What the task requires:
Repeat the lines of the data exactly, from the first one through the one that contains "Read the picture".

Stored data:
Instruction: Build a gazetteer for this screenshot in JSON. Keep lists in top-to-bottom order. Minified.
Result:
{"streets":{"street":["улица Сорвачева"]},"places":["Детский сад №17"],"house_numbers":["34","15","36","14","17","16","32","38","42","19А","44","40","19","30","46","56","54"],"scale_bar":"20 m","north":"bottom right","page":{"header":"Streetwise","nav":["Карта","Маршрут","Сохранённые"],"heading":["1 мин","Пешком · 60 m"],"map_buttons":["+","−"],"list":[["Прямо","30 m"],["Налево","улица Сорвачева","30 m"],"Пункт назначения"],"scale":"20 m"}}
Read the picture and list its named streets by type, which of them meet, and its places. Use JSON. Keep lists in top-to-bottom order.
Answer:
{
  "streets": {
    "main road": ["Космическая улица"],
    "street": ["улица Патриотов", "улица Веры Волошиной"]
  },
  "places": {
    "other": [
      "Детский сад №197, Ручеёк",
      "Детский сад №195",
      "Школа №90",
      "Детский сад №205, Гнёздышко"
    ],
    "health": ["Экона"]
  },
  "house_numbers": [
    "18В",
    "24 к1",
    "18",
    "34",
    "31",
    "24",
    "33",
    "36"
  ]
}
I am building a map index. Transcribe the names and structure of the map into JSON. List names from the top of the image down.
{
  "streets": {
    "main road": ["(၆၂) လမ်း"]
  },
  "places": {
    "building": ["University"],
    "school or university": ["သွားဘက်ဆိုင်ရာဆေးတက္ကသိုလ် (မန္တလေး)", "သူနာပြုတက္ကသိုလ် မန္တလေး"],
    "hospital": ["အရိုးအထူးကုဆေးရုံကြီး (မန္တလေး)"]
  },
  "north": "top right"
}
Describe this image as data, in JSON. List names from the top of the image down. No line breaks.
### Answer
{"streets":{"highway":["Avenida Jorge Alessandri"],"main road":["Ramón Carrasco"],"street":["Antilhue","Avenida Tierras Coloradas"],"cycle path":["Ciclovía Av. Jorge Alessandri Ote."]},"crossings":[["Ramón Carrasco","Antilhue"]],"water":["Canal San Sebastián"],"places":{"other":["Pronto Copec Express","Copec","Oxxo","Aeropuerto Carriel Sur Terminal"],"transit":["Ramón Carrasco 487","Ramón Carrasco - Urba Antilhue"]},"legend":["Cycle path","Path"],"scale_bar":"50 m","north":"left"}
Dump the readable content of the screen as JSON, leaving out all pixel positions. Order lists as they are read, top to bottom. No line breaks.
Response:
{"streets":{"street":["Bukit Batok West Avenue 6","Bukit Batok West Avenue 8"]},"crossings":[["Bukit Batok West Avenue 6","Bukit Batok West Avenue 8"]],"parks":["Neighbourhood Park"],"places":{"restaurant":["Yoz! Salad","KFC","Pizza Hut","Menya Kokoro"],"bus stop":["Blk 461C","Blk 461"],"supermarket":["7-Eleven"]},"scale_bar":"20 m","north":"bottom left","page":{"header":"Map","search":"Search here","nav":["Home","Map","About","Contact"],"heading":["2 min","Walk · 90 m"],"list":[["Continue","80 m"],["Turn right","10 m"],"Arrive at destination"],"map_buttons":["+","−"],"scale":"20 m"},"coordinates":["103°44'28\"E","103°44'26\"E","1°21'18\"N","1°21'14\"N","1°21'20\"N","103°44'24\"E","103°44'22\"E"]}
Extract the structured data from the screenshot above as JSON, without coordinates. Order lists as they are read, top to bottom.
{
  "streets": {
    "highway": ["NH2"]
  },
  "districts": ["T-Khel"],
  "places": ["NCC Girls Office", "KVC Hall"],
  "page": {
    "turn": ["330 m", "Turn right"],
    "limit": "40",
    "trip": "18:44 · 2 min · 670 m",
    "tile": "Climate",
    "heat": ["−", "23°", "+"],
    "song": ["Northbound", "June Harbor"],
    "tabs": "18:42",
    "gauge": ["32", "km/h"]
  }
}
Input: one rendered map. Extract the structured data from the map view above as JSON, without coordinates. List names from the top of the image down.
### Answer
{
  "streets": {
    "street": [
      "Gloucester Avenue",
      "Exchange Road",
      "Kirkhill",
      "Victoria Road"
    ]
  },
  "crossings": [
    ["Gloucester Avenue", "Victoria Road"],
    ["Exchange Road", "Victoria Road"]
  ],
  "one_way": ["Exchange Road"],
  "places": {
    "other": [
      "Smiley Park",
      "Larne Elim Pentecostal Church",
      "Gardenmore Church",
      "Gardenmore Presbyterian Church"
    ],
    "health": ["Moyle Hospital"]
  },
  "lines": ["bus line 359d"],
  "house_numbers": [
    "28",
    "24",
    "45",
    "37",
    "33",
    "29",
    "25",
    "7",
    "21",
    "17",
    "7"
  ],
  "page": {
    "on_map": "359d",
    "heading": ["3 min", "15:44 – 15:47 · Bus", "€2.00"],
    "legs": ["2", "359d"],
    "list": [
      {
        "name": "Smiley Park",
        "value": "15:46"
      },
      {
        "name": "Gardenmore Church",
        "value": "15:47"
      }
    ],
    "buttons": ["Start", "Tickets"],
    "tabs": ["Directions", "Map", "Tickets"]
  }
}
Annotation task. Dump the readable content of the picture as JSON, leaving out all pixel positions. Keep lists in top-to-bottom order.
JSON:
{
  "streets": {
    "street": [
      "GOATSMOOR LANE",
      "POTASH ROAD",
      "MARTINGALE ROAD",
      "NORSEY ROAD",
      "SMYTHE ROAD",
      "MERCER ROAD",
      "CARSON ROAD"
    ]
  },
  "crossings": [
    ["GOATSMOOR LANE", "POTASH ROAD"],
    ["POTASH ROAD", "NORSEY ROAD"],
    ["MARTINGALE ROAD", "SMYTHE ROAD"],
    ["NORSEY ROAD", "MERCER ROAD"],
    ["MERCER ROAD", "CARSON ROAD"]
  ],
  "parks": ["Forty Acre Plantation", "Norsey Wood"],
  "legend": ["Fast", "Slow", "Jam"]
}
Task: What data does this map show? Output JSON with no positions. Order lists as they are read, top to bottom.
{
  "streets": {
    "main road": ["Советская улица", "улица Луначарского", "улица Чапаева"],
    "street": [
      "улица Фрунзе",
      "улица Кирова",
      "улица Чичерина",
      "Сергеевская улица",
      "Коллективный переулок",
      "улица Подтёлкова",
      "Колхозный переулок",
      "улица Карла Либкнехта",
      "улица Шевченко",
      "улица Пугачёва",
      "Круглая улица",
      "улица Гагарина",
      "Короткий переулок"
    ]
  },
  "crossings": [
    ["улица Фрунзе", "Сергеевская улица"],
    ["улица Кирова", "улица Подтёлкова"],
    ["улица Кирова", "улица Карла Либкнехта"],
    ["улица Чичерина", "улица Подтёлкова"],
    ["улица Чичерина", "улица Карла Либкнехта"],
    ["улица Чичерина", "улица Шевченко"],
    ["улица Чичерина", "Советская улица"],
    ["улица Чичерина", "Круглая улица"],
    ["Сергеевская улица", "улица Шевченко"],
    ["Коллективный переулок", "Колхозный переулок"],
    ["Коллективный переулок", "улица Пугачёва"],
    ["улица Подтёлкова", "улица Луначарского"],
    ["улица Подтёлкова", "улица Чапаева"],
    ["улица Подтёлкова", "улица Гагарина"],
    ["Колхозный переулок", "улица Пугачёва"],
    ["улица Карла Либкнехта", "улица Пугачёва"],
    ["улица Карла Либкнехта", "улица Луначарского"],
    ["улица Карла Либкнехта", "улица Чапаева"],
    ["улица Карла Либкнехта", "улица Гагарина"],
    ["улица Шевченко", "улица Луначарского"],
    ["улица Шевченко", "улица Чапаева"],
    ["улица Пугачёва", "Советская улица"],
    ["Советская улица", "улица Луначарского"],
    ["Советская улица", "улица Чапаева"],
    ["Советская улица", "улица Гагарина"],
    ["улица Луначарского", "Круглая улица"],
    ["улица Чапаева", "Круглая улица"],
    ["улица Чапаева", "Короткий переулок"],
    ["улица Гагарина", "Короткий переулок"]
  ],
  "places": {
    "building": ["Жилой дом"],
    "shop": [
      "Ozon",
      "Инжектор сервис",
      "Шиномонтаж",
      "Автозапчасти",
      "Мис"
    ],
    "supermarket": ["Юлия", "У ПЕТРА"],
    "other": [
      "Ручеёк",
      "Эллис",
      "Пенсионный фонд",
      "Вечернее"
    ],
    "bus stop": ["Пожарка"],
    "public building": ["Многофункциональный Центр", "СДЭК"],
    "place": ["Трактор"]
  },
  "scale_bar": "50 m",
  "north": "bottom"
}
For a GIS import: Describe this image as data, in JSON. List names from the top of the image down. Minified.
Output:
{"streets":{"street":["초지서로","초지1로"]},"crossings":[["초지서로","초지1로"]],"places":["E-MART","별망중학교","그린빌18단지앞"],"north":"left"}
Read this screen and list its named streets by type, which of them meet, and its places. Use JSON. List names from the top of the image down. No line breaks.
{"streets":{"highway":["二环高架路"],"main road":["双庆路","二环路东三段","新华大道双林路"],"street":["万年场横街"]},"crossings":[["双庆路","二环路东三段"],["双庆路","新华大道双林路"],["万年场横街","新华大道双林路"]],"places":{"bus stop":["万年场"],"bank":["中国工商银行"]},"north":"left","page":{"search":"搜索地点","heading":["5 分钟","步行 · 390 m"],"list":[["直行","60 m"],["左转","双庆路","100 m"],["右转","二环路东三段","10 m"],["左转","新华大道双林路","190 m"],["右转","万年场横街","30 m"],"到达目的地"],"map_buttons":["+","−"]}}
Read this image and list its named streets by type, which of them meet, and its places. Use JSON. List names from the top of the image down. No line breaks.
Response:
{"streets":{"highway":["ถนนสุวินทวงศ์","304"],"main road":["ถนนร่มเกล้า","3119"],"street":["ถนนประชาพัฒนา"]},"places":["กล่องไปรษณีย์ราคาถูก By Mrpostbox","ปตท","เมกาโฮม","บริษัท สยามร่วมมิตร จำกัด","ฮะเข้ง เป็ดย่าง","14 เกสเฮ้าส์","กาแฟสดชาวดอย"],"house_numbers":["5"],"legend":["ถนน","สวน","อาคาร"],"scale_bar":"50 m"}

Solution:
Instruction: Build a gazetteer for this screenshot in JSON. Keep lists in top-to-bottom order. Minified.
Result:
{"streets":{"street":["улица Сорвачева"]},"places":["Детский сад №17"],"house_numbers":["34","15","36","14","17","16","32","38","42","19А","44","40","19","30","46","56","54"],"scale_bar":"20 m","north":"bottom right","page":{"header":"Streetwise","nav":["Карта","Маршрут","Сохранённые"],"heading":["1 мин","Пешком · 60 m"],"map_buttons":["+","−"],"list":[["Прямо","30 m"],["Налево","улица Сорвачева","30 m"],"Пункт назначения"],"scale":"20 m"}}
Read the picture and list its named streets by type, which of them meet, and its places. Use JSON. Keep lists in top-to-bottom order.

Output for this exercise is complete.